The papers document Weik's involvement in the world government movement after World War II and the antinuclear movement of the 1960's and 1970's. The bulk of the collection dates from the 1950's to the 1970's; there is little material or information on Weik's life and work prior to 1950. The correspondence file is rich in its documentation of a small but dedicated group of individuals who made up an informal network of international antinuclear activists.
Mary Hays Weik, a writer and an activist in the world government and antinuclear movements, was born on December 28, 1898, in Greencastle, Indiana, and died December 25, 1979, in New York City. She was the daughter of Jesse W. Weik, a biographer of Abraham Lincoln.
Mary Weik graduated from DePauw University in Greencastle in 1918 and worked for a time as a reporter for a Chicago newspaper. Later, as a staff writer for Street and Smith Publications in New York City, she authored a number of short stories and radio scripts. During the 1930's she edited a history of the New York City Fire Department for the Federal Writer's Project.
After World War II Weik became involved in the movement for a world government. She served as chairman of the Federalist Forum, a series of public meetings held in New York City in 1950 to discuss world problems and the means of creating a world government, and was involved in several world government organizations, including the International Registry of World Citizens. The Registry was an attempt to promote cooperation among nations by registering individuals of various countries as "world citizens." Around 1954 Weik organized the American Federation of World Citizens, the purpose of which was to develop citizen awareness and understanding of world affairs by encouraging the establishment of study and action groups in local communities. The Federation also worked for an end to the nuclear arms race and a ban on atomic industries and power plants, and urged that the United Nations be strengthened so that it could effectively maintain the peace.

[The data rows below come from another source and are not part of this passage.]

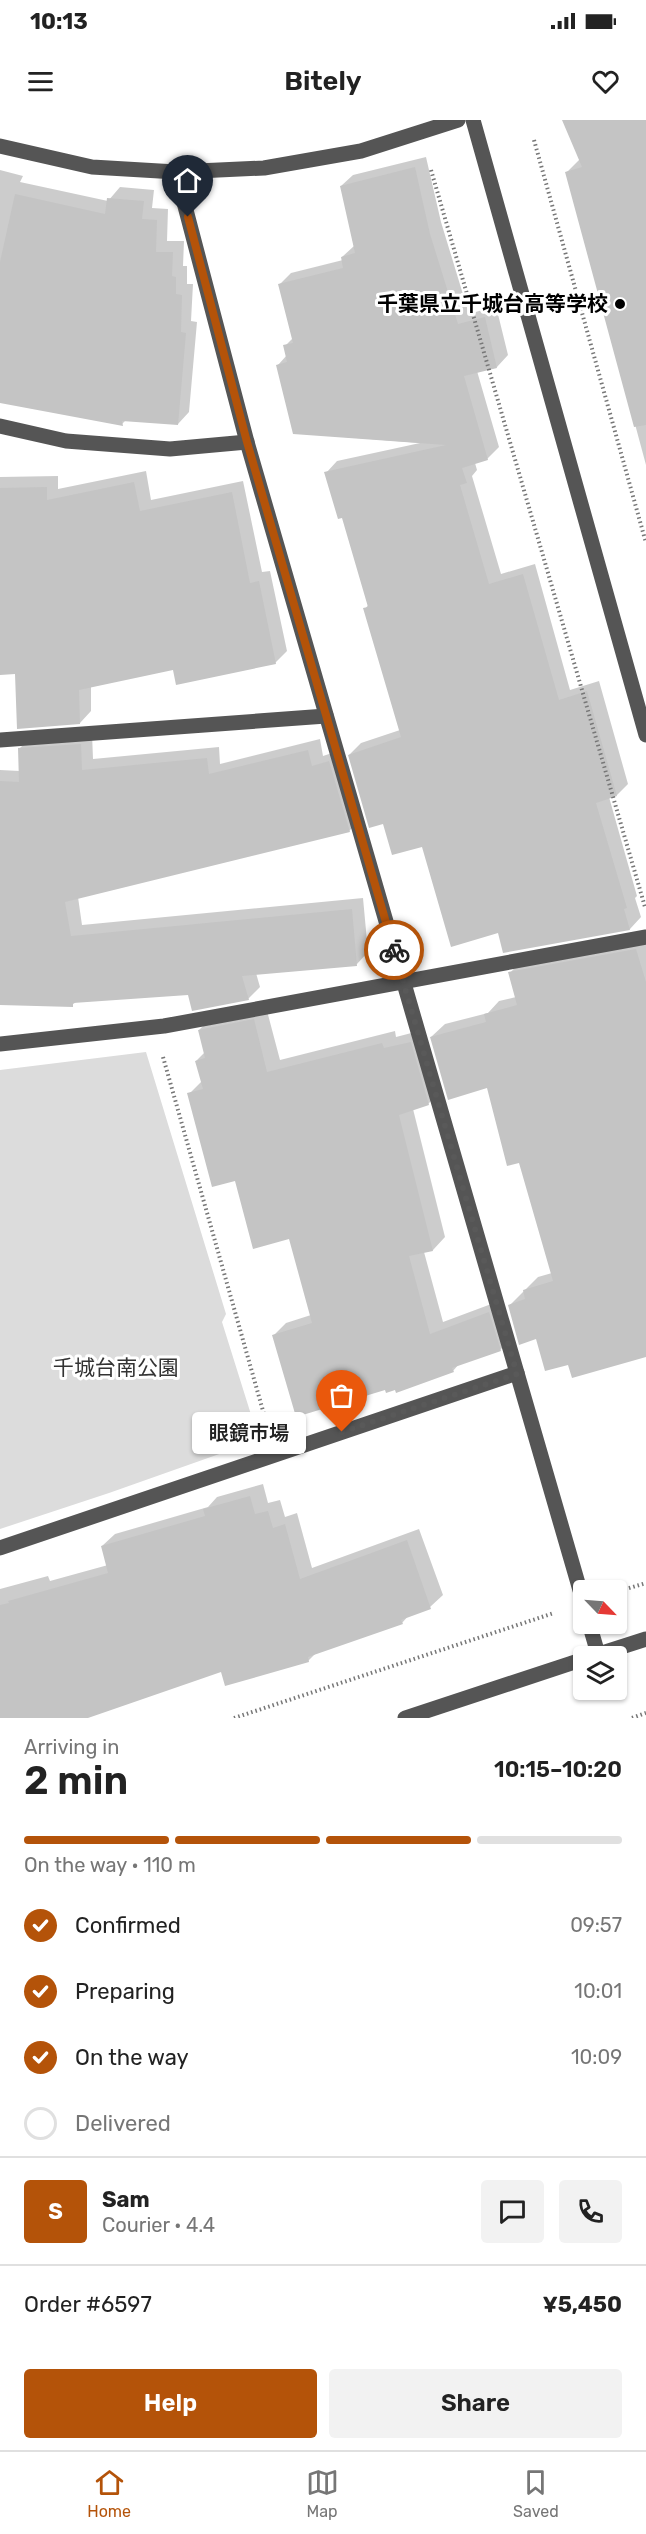 <!DOCTYPE html>
<html lang="en">
<head>
<meta charset="utf-8">
<style>
	:root { --surface:#fff; --page:#f2f2f2; --text:#222; --muted:#767676; --line:#e0e0e0; --accent:#b45309 }
	body { margin:0; font-family:Rubik,"Noto Sans JP",sans-serif; background:var(--page); color:var(--text); height:100vh; display:flex; flex-direction:column; font-size:22px; white-space:nowrap }
	* { box-sizing:border-box; margin:0 }
	p { font-size:20px; color:var(--muted) }
	.icon { flex:none; width:33px; height:33px; fill:none; stroke:currentColor; stroke-width:2; stroke-linecap:round; stroke-linejoin:round }
	.map { position:relative; height:1598px; overflow:hidden }
	.drawer { display:flex; flex-direction:column; background:var(--surface); flex:1 }
	.drawer>* { flex:none }
	.needle { width:39px; rotate:115deg }
	.fabs { position:absolute; left:573px; top:1460px; display:grid; gap:12px }
	.fabs a { display:grid; place-items:center; width:54px; height:54px; border-radius:6px; background:var(--surface); box-shadow:0 2px 4px #0004; font-size:30px }
	.pin { position:absolute; display:grid; place-items:center; width:51px; height:51px; color:#fff; margin:-62px -26px; border-radius:50% 50% 50% 0; rotate:-45deg; box-shadow:0 0 6px #0007 }
	.pin .icon { rotate:45deg }
	.courier { position:absolute; display:grid; place-items:center; width:60px; height:60px; margin:-30px; border:4px solid #b45309; border-radius:50%; background:#fff; color:#222; box-shadow:0 2px 8px #0007 }
	.bubble { position:absolute; height:42px; border-radius:6px; background:var(--surface); box-shadow:0 2px 4px #0004; font-size:20px; font-weight:600; line-height:42px; text-align:center }
	.head em { font-style:normal; font-weight:600 }
	.head div { display:flex; flex-direction:column-reverse }
	.head { display:flex; align-items:center; justify-content:space-between; height:102px; padding:0 24px }
	h1 { font-size:39px; font-weight:600; line-height:45px }
	.bar { display:grid; grid-template-columns:repeat(4,1fr); gap:9px 6px; align-content:center; height:72px; padding:0 24px }
	.bar i { height:8px; border-radius:4px; background:var(--line) }
	.bar .selected { background:var(--accent) }
	.bar p { grid-column:span 4 }
	.line { display:flex; align-items:center; gap:15px; padding:0 24px; border-top:2px solid var(--line) }
	.line div { flex:1 }
	.round { display:grid; place-items:center; flex:none; width:63px; height:63px; border-radius:6px; background:var(--page) }
	ol { padding:0 24px; list-style:none }
	li { display:flex; align-items:center; gap:18px; height:66px }
	li p { margin-inline-start:auto }
	li .icon { padding:6px; border-radius:50%; background:var(--accent); color:#fff; stroke-width:4 }
	li:last-child { color:var(--muted) }
	li i { width:33px; height:33px; border:3px solid var(--line); border-radius:50% }
	.cta { display:flex; gap:12px; margin-top:auto; padding:12px 24px }
	.cta a { flex:1; height:69px; border-radius:6px; background:var(--accent); color:#fff; font-size:24px; font-weight:600; line-height:69px; text-align:center }
	.cta a+a { background:var(--page); color:var(--text) }
	.status { display:flex; justify-content:space-between; align-items:center; height:42px; padding:0 30px; background:var(--surface); direction:ltr }
	.status svg { height:16px; fill:currentColor }
	header { display:flex; justify-content:space-between; align-items:center; height:78px; padding:0 24px; background:var(--surface); font-size:27px; font-weight:600 }
	.tab-bar { display:flex; justify-content:space-around; align-items:center; height:84px; border-top:2px solid var(--line); background:var(--surface); font-size:16px; color:var(--muted) }
	.tab-bar a { display:grid; justify-items:center; gap:3px }
	.tab-bar .selected { color:var(--accent) }
	.map>svg:first-child { display:block }
</style>
</head>
<body>
<div class="status"><b>10:13</b><svg viewBox="0 0 49 12"><path d="M0 12V9h3v3zM5 12V6h3v6zM10 12V3h3v9zM15 12V0h3v12zM26 1h20v11H26zM47 4h2v5h-2z"/></svg></div>
<header><svg class="icon" aria-label="menu" viewBox="0 0 24 24"><path d="M4 6h16M4 12h16M4 18h16"/></svg>Bitely<svg class="icon" aria-label="heart" viewBox="0 0 24 24"><path d="M12 20l-8-8c-3-5 5-10 8-4 3-6 11-1 8 4z"/></svg></header>
<div class="map">
<svg width="646" height="1598" viewBox="0 0 646 1598">
	<rect width="100%" height="100%" fill="#fff"/>
	<polygon fill="#dcdcdc" points="146,932 226,1194 222,1202 259,1320 109,1373 0,1409 0,950"/>
	<g fill="#0003">
		<polygon points="564,0 646,0 646,345 567,52 580,39"/>
		<polygon points="426,37 441,102 469,194 496,186 508,235 497,247 477,251 499,327 487,339 475,343 477,350 472,356 501,454 535,444 570,570 599,561 628,664 617,675 609,677 637,776 635,778 641,797 630,809 504,832 499,811 423,725 384,702 349,635 361,623 400,610 365,489 369,484 343,396 326,353 337,341 420,323 294,313 278,245 287,235 285,226 293,218 280,164 291,153 343,140 342,137 354,126 341,66 353,55"/>
		<polygon points="0,50 23,56 20,62 108,81 120,67 154,70 152,88 168,89 167,121 184,121 183,146 187,146 187,164 193,164 191,201 197,202 189,292 178,304 126,300 122,304 0,281"/>
		<polygon points="146,351 151,380 243,361 262,452 270,451 287,531 275,543 174,549 91,566 91,591 80,603 16,553 0,553 0,357 58,356 58,369"/>
		<polygon points="92,613 93,639 219,627 220,644 320,619 323,636 341,630 361,699 349,711 78,777 82,805 363,778 368,832 357,844 256,853 260,867 248,879 189,874 76,882 72,885 0,883 0,650 20,651 19,629 31,617"/>
		<polygon points="646,817 646,1236 569,1243 537,1217 509,1186 538,1157 552,1153 521,1041 488,966 431,917 445,904 488,893 499,881 516,877 510,853 523,839"/>
		<polygon points="266,887 280,940 395,911 396,917 423,910 441,971 428,984 413,989 445,1117 433,1130 424,1132 443,1202 502,1180 513,1217 500,1230 459,1244 453,1251 396,1268 274,1215 286,1203 311,1195 290,1117 236,1059 189,974 202,961 196,941 205,932 199,910 212,897"/>
		<polygon points="263,1364 268,1383 280,1380 285,1397 297,1393 312,1448 419,1409 443,1475 430,1487 409,1495 402,1503 317,1532 308,1541 222,1550 84,1598 0,1598 0,1469 48,1456 50,1461 108,1445 102,1426 115,1414 208,1387 217,1377"/>
	</g>
	<g fill="#c4c4c4">
		<polygon points="562,0 646,0 646,305 634,307 565,52 582,47"/>
		<polygon points="415,47 430,114 458,204 485,197 497,248 464,256 488,340 462,348 467,363 460,365 489,464 523,454 559,580 587,571 617,676 596,683 627,788 624,789 630,810 503,833 498,813 451,827 422,727 392,735 383,704 369,708 348,635 401,617 363,488 368,487 342,398 338,399 324,352 446,325 293,314 276,245 287,242 283,225 293,223 278,164 343,148 341,137 355,133 340,66"/>
		<polygon points="15,74 105,94 107,78 144,81 142,99 157,100 156,132 173,132 172,156 176,157 176,174 182,175 181,212 186,213 178,305 122,301 123,306 0,283 0,142"/>
		<polygon points="134,362 140,391 232,372 250,463 259,461 276,544 176,565 173,550 79,570 80,604 17,609 15,554 0,555 0,368 47,367 47,380"/>
		<polygon points="81,624 82,650 207,638 209,654 308,630 312,646 329,641 350,712 65,782 71,816 352,789 357,846 242,856 249,880 192,891 188,875 73,883 73,887 0,885 0,661 19,662 18,628"/>
		<polygon points="636,829 646,862 646,1237 572,1258 568,1245 545,1251 536,1219 519,1225 508,1185 525,1179 523,1170 553,1161 519,1043 507,1046 487,968 448,980 430,917 486,902 484,894 517,885 508,852"/>
		<polygon points="254,899 267,952 382,923 384,928 411,922 429,985 399,995 433,1131 409,1136 430,1214 489,1192 501,1231 452,1248 454,1252 396,1273 395,1270 386,1273 385,1270 296,1297 272,1215 312,1203 289,1119 253,1129 235,1061 212,1067 187,973 203,969 195,941 205,938 198,910"/>
		<polygon points="250,1376 255,1394 268,1391 273,1408 285,1404 300,1459 407,1420 431,1489 401,1500 403,1504 308,1537 309,1542 225,1566 221,1552 88,1598 0,1598 0,1485 9,1483 8,1481 108,1453 101,1426 205,1396 203,1389"/>
	</g>
	<g fill="none" stroke-linecap="round" stroke-linejoin="round">
		<g stroke="#777" stroke-width="4" stroke-dasharray="1.5 3" stroke-linecap="butt">
			<polyline points="534,20 646,423"/>
			<polyline points="431,50 645,787"/>
			<polyline points="163,937 267,1305"/>
			<polyline points="616,1472 646,1463"/>
			<polyline points="234,1598 554,1493"/>
			<polyline points="632,1598 646,1593"/>
		</g>
		<g stroke="#555" stroke-width="15">
			<polyline points="473,0 646,615"/>
			<polyline points="0,26 92,47 176,52 264,48 361,31 458,0"/>
			<polyline points="176,52 247,322 584,1484"/>
			<polyline points="0,306 66,321 170,329 247,322"/>
			<polyline points="0,620 326,596"/>
			<polyline points="0,924 164,906 646,817"/>
			<polyline points="0,1428 517,1253"/>
			<polyline points="589,1503 598,1534"/>
			<polyline points="593,1536 646,1519"/>
			<polyline points="405,1598 584,1539"/>
		</g>
	</g>
	<g fill="none" stroke-linecap="round" stroke-linejoin="round">
		<polyline stroke="#595959" stroke-width="6" stroke-dasharray="0 10.8" points="342,1312 517,1254 394,830"/>
		<polyline stroke="#b45309" stroke-width="8" points="188,97 247,322 394,830"/>
	</g>
	<circle fill="#000" stroke="#fff" stroke-width="2" cx="620" cy="184" r="6"/>
	<g text-anchor="middle" stroke-width="6" stroke-linejoin="round" paint-order="stroke">
		<g font-size="21" font-weight="bold" fill="#000" stroke="#fff" text-anchor="end">
			<text x="608" y="191">千葉県立千城台高等学校</text>
		</g>
		<g font-size="21" fill="#333" stroke="#fff">
			<text x="116" y="1255">千城台南公園</text>
		</g>
	</g>
</svg>
<div class="fabs">
<a><svg class="needle" viewBox="-14 -14 28 28"><path d="M0-13l5 13h-10z" fill="#e53935"/><path d="M0 13l5-13h-10z" fill="#767676"/></svg></a>
<a><svg class="icon" aria-label="layers" viewBox="0 0 24 24"><path d="M12 4l9 5-9 5-9-5zM3 14l9 5 9-5"/></svg></a>
</div>
<div class="pin" style="left:342px;top:1312px;background:#ea580c"><svg class="icon" aria-label="bag" viewBox="0 0 24 24"><path d="M5 8h14l-1 12H6zM9 8a3 3 0 0 1 6 0"/></svg></div>
<div class="pin" style="left:188px;top:97px;background:#1f2937"><svg class="icon" aria-label="home" viewBox="0 0 24 24"><path d="M3 11l9-7 9 7M6 9v11h12V9"/></svg></div>
<div class="courier" style="left:394px;top:830px"><svg class="icon" aria-label="bike" viewBox="0 0 24 24"><circle cx="6" cy="16" r="4"/><circle cx="18" cy="16" r="4"/><path d="M6 16l4-8h5l3 8M10 8l3 8H6M13 5h3"/></svg></div>
<div class="bubble" style="left:192px;top:1292px;width:114px">眼鏡市場</div>
</div>
<section class="drawer">
<div class="head"><div><h1>2 min</h1><p>Arriving in</p></div><em>10:15–10:20</em></div>
<div class="bar"><i class="selected"></i><i class="selected"></i><i class="selected"></i><i></i><p>On the way · 110 m</p></div>
<ol>
<li><svg class="icon" aria-label="check" viewBox="0 0 24 24"><path d="M5 12l5 5 9-10"/></svg>Confirmed<p>09:57</p></li>
<li><svg class="icon" aria-label="check" viewBox="0 0 24 24"><path d="M5 12l5 5 9-10"/></svg>Preparing<p>10:01</p></li>
<li><svg class="icon" aria-label="check" viewBox="0 0 24 24"><path d="M5 12l5 5 9-10"/></svg>On the way<p>10:09</p></li>
<li><i></i>Delivered</li>
</ol>
<div class="line" style="height:108px"><b class="round" style="background:var(--accent);color:#fff">S</b><div><b>Sam</b><p>Courier · 4.4</p></div><a class="round"><svg class="icon" aria-label="chat" viewBox="0 0 24 24"><path d="M4 5h16v11H9l-5 4z"/></svg></a><a class="round"><svg class="icon" aria-label="phone" viewBox="0 0 24 24"><path d="M5 4h4l2 5-3 2q2 4 5 5l2-3 5 2v4C11 20 4 13 5 4z"/></svg></a></div>
<div class="line" style="height:78px"><div>Order #6597</div><b>¥5,450</b></div>
<div class="cta"><a>Help</a><a>Share</a></div>
</section>
<nav class="tab-bar">
<a class="selected"><svg class="icon" aria-label="home" viewBox="0 0 24 24"><path d="M3 11l9-7 9 7M6 9v11h12V9"/></svg>Home</a>
<a><svg class="icon" aria-label="map" viewBox="0 0 24 24"><path d="M3 6l6-2 6 2 6-2v14l-6 2-6-2-6 2zM9 4v14M15 6v14"/></svg>Map</a>
<a><svg class="icon" aria-label="saved" viewBox="0 0 24 24"><path d="M7 4h10v16l-5-4-5 4z"/></svg>Saved</a>
</nav>
</body>
</html>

Weik's interests in the 1950's extended to the problems of civil liberties and civil rights. She did research on right-wing organizations and wrote an article entitled "Shadow Over America," which described the system of federal detention camps being kept in readiness for "potential spies and subversives" in the event of national emergency.

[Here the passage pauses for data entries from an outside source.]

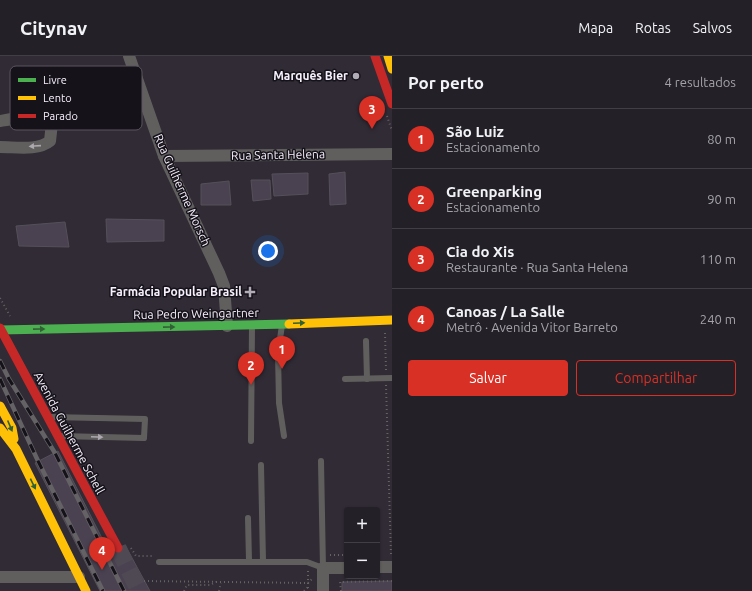 <!DOCTYPE html>
<html lang="pt">
<head>
<meta charset="utf-8">
<style>
  body { margin:0; font-family:Ubuntu,sans-serif; background:#302d34; color:#f1f3f6 }
  .controls { position:absolute; right:12px; bottom:12px; display:grid; overflow:hidden; border-radius:4px; box-shadow:0 1px 3px #0004 }
  .controls button { width:36px; height:36px; display:grid; place-items:center; padding:0; border:0; border-bottom:1px solid #413e45; background:#242028; color:#f1f3f6; font:20px sans-serif }
  .you { position:absolute; left:268px; top:195px; width:14px; height:14px; margin:-10px; border:3px solid #fff; border-radius:50%; background:#1a73e8; box-shadow:0 0 0 6px #1a73e833 }
  .badge { display:grid; place-items:center; width:26px; height:26px; border-radius:50%; background:#d93025; color:#fff; font-size:13px; font-weight:700 }
  .pin { position:absolute; translate:-50% -33px; filter:drop-shadow(0 1px 2px #0008) }
  .pin::after { content:''; position:absolute; top:21px; width:14px; height:12px; background:inherit; clip-path:polygon(0 0,100% 0,50% 100%) }
  .list { margin:0; padding:0; list-style:none }
  h2 { display:flex; justify-content:space-between; align-items:center; height:52px; margin:0; padding:0 16px; font-size:17px }
  h2 small { font-size:13px; font-weight:400; color:#a3a3a8 }
  .list li { display:grid; grid-template-columns:26px 1fr auto; gap:12px; align-items:center; box-sizing:border-box; height:60px; padding:0 16px; border-top:1px solid #413e45 }
  .list b { display:block; font-size:15px; white-space:nowrap }
  .list p { margin:0; font-size:13px; white-space:nowrap; color:#a3a3a8 }
  .list em { font-size:13px; font-style:normal; color:#a3a3a8 }
  .actions { display:flex; gap:8px; padding:12px 16px }
  .actions a { flex:1; padding:9px 0; border:1px solid #d93025; border-radius:4px; text-align:center; font-size:14px; color:#d93025 }
  .actions .main { background:#d93025; color:#fff }
  .map { position:relative; flex:none; width:392px; height:535px; overflow:hidden }
  header { display:flex; align-items:center; gap:24px; box-sizing:border-box; height:56px; padding:0 20px; background:#242028; border-bottom:1px solid #413e45 }
  header strong { font-size:19px }
  nav { display:flex; gap:22px; margin-inline-start:auto; font-size:14px }
  main { display:flex }
  aside { flex:1; background:#242028 }
  .map>svg:first-child { display:block }
</style>
</head>
<body>
<header>
<strong>Citynav</strong>
<nav><a>Mapa</a><a>Rotas</a><a>Salvos</a></nav>
</header>
<main>
<div class="map">
<svg width="392" height="535" viewBox="0 0 392 535">
  <rect width="100%" height="100%" fill="#302b35"/>
  <g fill="#4a4251" stroke="#545059">
    <path d="M345 116 346 148 330 149 329 118Z"/>
    <path d="M308 117V138L274 140 272 118Z"/>
    <path d="M251 124H270L271 143 253 145Z"/>
    <path d="M229 125 231 149H201V128Z"/>
    <path d="M106 163 164 164V185L107 186Z"/>
    <path d="M65 166 69 191 19 190 16 170Z"/>
    <path d="M58 395 109 496 125 489 150 535H100L35 407Z"/>
    <path d="M392 525V535H342V526Z"/>
  </g>
  <g fill="none" stroke-linecap="round" stroke-linejoin="round">
    <path stroke="#4e4953" stroke-width="17" stroke-dasharray="17 8" stroke-linecap="butt" d="M118 492 139 535"/>
    <g stroke="#656264" stroke-width="2" stroke-dasharray="1 3" stroke-linecap="butt">
      <path d="M387 60 392 75"/>
      <path d="M0 242 10 260"/>
      <path d="M385 277 386 314"/>
      <path d="M386 329 391 499H389"/>
      <path d="M131 492 136 500H154"/>
      <path d="M330 499H347"/>
      <path d="M308 515V535"/>
      <path d="M144 525 308 527 312 523"/>
      <path d="M184 535 187 529H210L216 526"/>
      <path d="M219 535 221 527"/>
      <path d="M304 535 308 531"/>
      <path d="M341 535 340 526 392 525"/>
    </g>
    <g stroke="#615f5e" stroke-width="6">
      <path d="M282 269 278 297 279 347 284 380"/>
      <path d="M366 285 367 323"/>
      <path d="M345 323 392 322"/>
      <path d="M50 361 145 363 144 382 59 380"/>
      <path d="M251 385 252 270"/>
      <path d="M261 409 263 505"/>
      <path d="M248 462 249 505"/>
      <path d="M159 506H307L323 512 321 405"/>
    </g>
    <g stroke="#615f5e" stroke-width="12">
      <path d="M129 0 164 100 219 217 224 230 227 270"/>
      <path d="M0 65C6 64 13 63 19 61 30 58 40 55 51 59L52 67 50 85C38 95 16 91 0 91"/>
      <path d="M164 100 392 98"/>
      <path d="M377 511H392"/>
      <path d="M0 521H79"/>
      <path d="M323 535V512H347"/>
    </g>
    <path stroke="#4caf50" stroke-width="9" d="M0 274 289 268"/>
    <g stroke="#ffc107" stroke-width="9">
      <path d="M388 0 392 13"/>
      <path d="M289 268 392 264"/>
      <path d="M0 350 12 372 14 383"/>
      <path d="M0 372 16 393 86 535"/>
    </g>
    <g stroke="#c62828" stroke-width="9">
      <path d="M375 0 392 48"/>
      <path d="M0 272 118 492"/>
    </g>
    <defs>
      <g id="rail">
        <path d="M0 305 9 323 55 397 124 535"/>
        <path d="M0 323 38 405 103 535"/>
      </g>
    </defs>
    <use href="#rail" stroke="#656265" stroke-width="4.5"/>
    <use href="#rail" stroke="#16121a" stroke-width="3" stroke-dasharray="9" stroke-linecap="butt"/>
  </g>
  <defs><path id="oneway-solid" d="M-6-.8H1V-3.2L6.5 0L1 3.2V.8H-6Z"/></defs>
  <g fill="#aca8ae">
    <use href="#oneway-solid" transform="translate(35 90) rotate(176)"/>
    <use href="#oneway-solid" transform="translate(97 381) rotate(2)"/>
  </g>
  <g fill="#316035">
    <use href="#oneway-solid" transform="translate(299 267) rotate(-2)"/>
    <use href="#oneway-solid" transform="translate(169 271) rotate(-1)"/>
    <use href="#oneway-solid" transform="translate(39 273) rotate(-1)"/>
    <use href="#oneway-solid" transform="translate(10 370) rotate(67)"/>
    <use href="#oneway-solid" transform="translate(33 428) rotate(64)"/>
  </g>
  <g fill="#b1acb7" stroke="#16121a" stroke-width="1.5">
    <circle cx="356" cy="20" r="4"/>
    <path d="M248 230h4v4h4v4h-4v4h-4v-4h-4v-4h4z"/>
  </g>
  <g text-anchor="middle" stroke-width="3" stroke-linejoin="round" paint-order="stroke">
    <g font-size="12" font-weight="bold" fill="#f7f1fd" stroke="#16121a" text-anchor="end">
      <text x="348" y="24">Marquês Bier</text>
      <text x="242" y="240">Farmácia Popular Brasil</text>
    </g>
    <g font-size="12" fill="#f7f1fd" stroke="#16121a">
      <text transform="translate(278 99) rotate(-1)" y="4">Rua Santa Helena</text>
      <text transform="translate(182 134) rotate(66)" y="4">Rua Guilherme Morsch</text>
      <text transform="translate(196 258) rotate(-1)" y="4">Rua Pedro Weingartner</text>
      <text transform="translate(69 377) rotate(62)" y="4">Avenida Guilherme Schell</text>
    </g>
  </g>
  <rect x="10" y="10" width="132" height="64" rx="6" fill="#16121a" stroke="#5a555e" stroke-width="1"/>
  <rect x="18" y="22" width="18" height="4" fill="#4caf50"/>
  <rect x="18" y="40" width="18" height="4" fill="#ffc107"/>
  <rect x="18" y="58" width="18" height="4" fill="#c62828"/>
  <g font-size="11" fill="#f7f1fd">
    <text x="43" y="28">Livre</text>
    <text x="43" y="46">Lento</text>
    <text x="43" y="64">Parado</text>
  </g>
</svg>
<div class="controls">
<button>+</button>
<button>−</button>
</div>
<div class="you"></div>
<div class="pin badge" style="left:282px;top:313px">1</div>
<div class="pin badge" style="left:251px;top:329px">2</div>
<div class="pin badge" style="left:372px;top:73px">3</div>
<div class="pin badge" style="left:102px;top:514px">4</div>
</div>
<aside>
<h2>Por perto<small>4 resultados</small></h2>
<ul class="list">
<li><span class="badge">1</span><div><b>São Luiz</b><p>Estacionamento</p></div><em>80 m</em></li>
<li><span class="badge">2</span><div><b>Greenparking</b><p>Estacionamento</p></div><em>90 m</em></li>
<li><span class="badge">3</span><div><b>Cia do Xis</b><p>Restaurante · Rua Santa Helena</p></div><em>110 m</em></li>
<li><span class="badge">4</span><div><b>Canoas / La Salle</b><p>Metrô · Avenida Vitor Barreto</p></div><em>240 m</em></li>
</ul>
<div class="actions"><a class="main">Salvar</a><a>Compartilhar</a></div>
</aside>
</main>
</body>
</html>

Weik moved to Cincinnati in 1951 to live with her son John, who was attending graduate school there. While living in Cincinnati Weik became involved in the Avondale Community Council, a citizens' organization concerned with improving the neighborhood, and the Lytle Park North Association, which was formed to preserve a group of historic residences threatened by the construction of a freeway.
In the early 1960's Weik became increasingly concerned about the development of nuclear power and the threat it posed to human health and safety. In 1962 she helped organize and served as chairman of the Women's Committee to Stop the Ravenswood Reactor, which fought against a proposed nuclear power plant in New York City. After Consolidated Edison decided not to build the Ravenswood reactor, Weik reorganized the committee as the Committee to End Radiological Hazards, a non-partisan committee of private citizens concerned about the problems associated with nuclear energy.
The Committee to End Radiological Hazards was essentially a one-woman operation which had as its primary goal the dissemination of information about nuclear hazards and antinuclear activities. Weik edited a monthly newsletter, Window on the World, and wrote a series of articles on various aspects of the nuclear power question. In addition to her writing, Weik was involved in the fight to stop construction of nuclear power plants at Indian Point and West Valley, New York, and in the 1970's served as a citizen intervenor in the Atomic Energy Commission hearings to determine whether Columbia University should be granted a license to build and operate a nuclear research reactor on campus. Weik was active in the antinuclear movement until her death in 1979, corresponding with other activists in the United States and abroad and making a number of trips in the United States, Canada, and Europe to publicize the dangers of nuclear power.
Mary Weik was the author of The Jazz Man (1966), a children's book illustrated by her daughter Ann Grifalconi that won a Newbery award. She also wrote The House on Liberty Street(1973), a story of German immigrants in the Midwest based on her grandfather's experiences.
Weik married Joseph Grifalconi in 1925. They divorced in 1934. They had two children, John Grifalconi, born in 1927, and Ann Grifalconi, born in 1929.